2. Antecedents of libertarianism

Libertarianism, while a relatively recent development, was formed out of several currents. The first is the issue of ’the individual versus the state’: libertarians of all ilks clearly wish to give the state only a very narrow authority. The second is the question of what should properly count as the individual’s own concern: libertarianism strongly resists the idea that the state should have a role in the regulation of possession and exchange or in the manner in which an individual chooses to live their own life. A third impetus to libertarian thinking, underlining the other two, is the classical liberal tradition, emphasizing the economic advantages of a market free from government intervention.
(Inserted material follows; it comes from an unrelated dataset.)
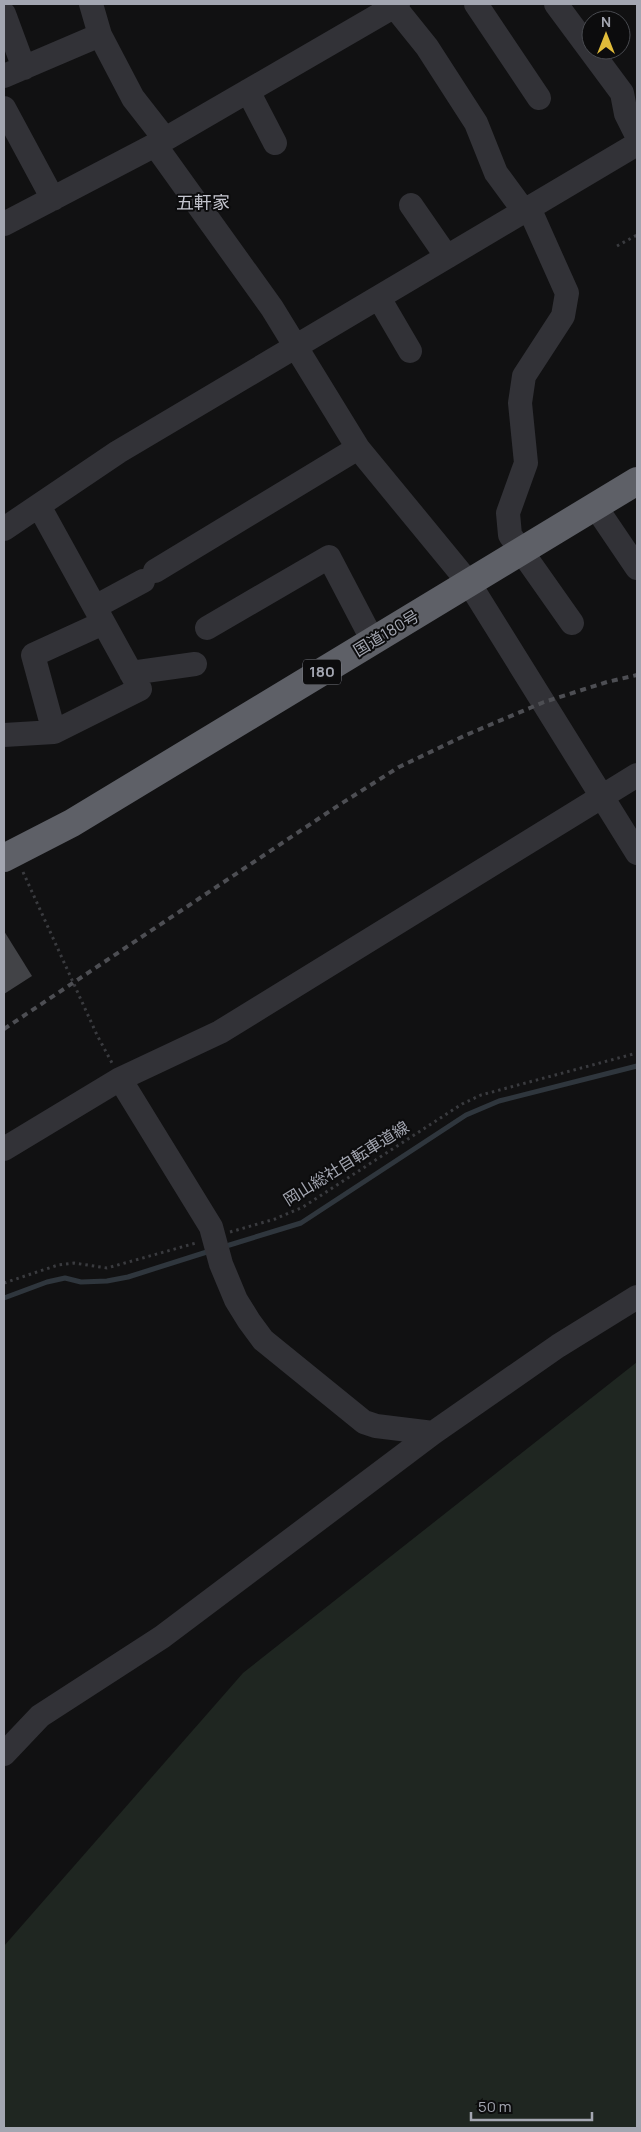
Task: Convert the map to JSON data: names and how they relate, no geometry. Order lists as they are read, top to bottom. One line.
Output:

In tracing the development of libertarianism, it is important to see the first of these issues – the individual versus the state – as historically prior. Many of the thinkers cited as sources for libertarianism were prepared to accept great restrictions on property holdings. It is the antipathy to a powerful, centralized state that gave libertarianism its initial spur; its transformation into a defence of absolute property rights and extensive market society has been a relatively recent development.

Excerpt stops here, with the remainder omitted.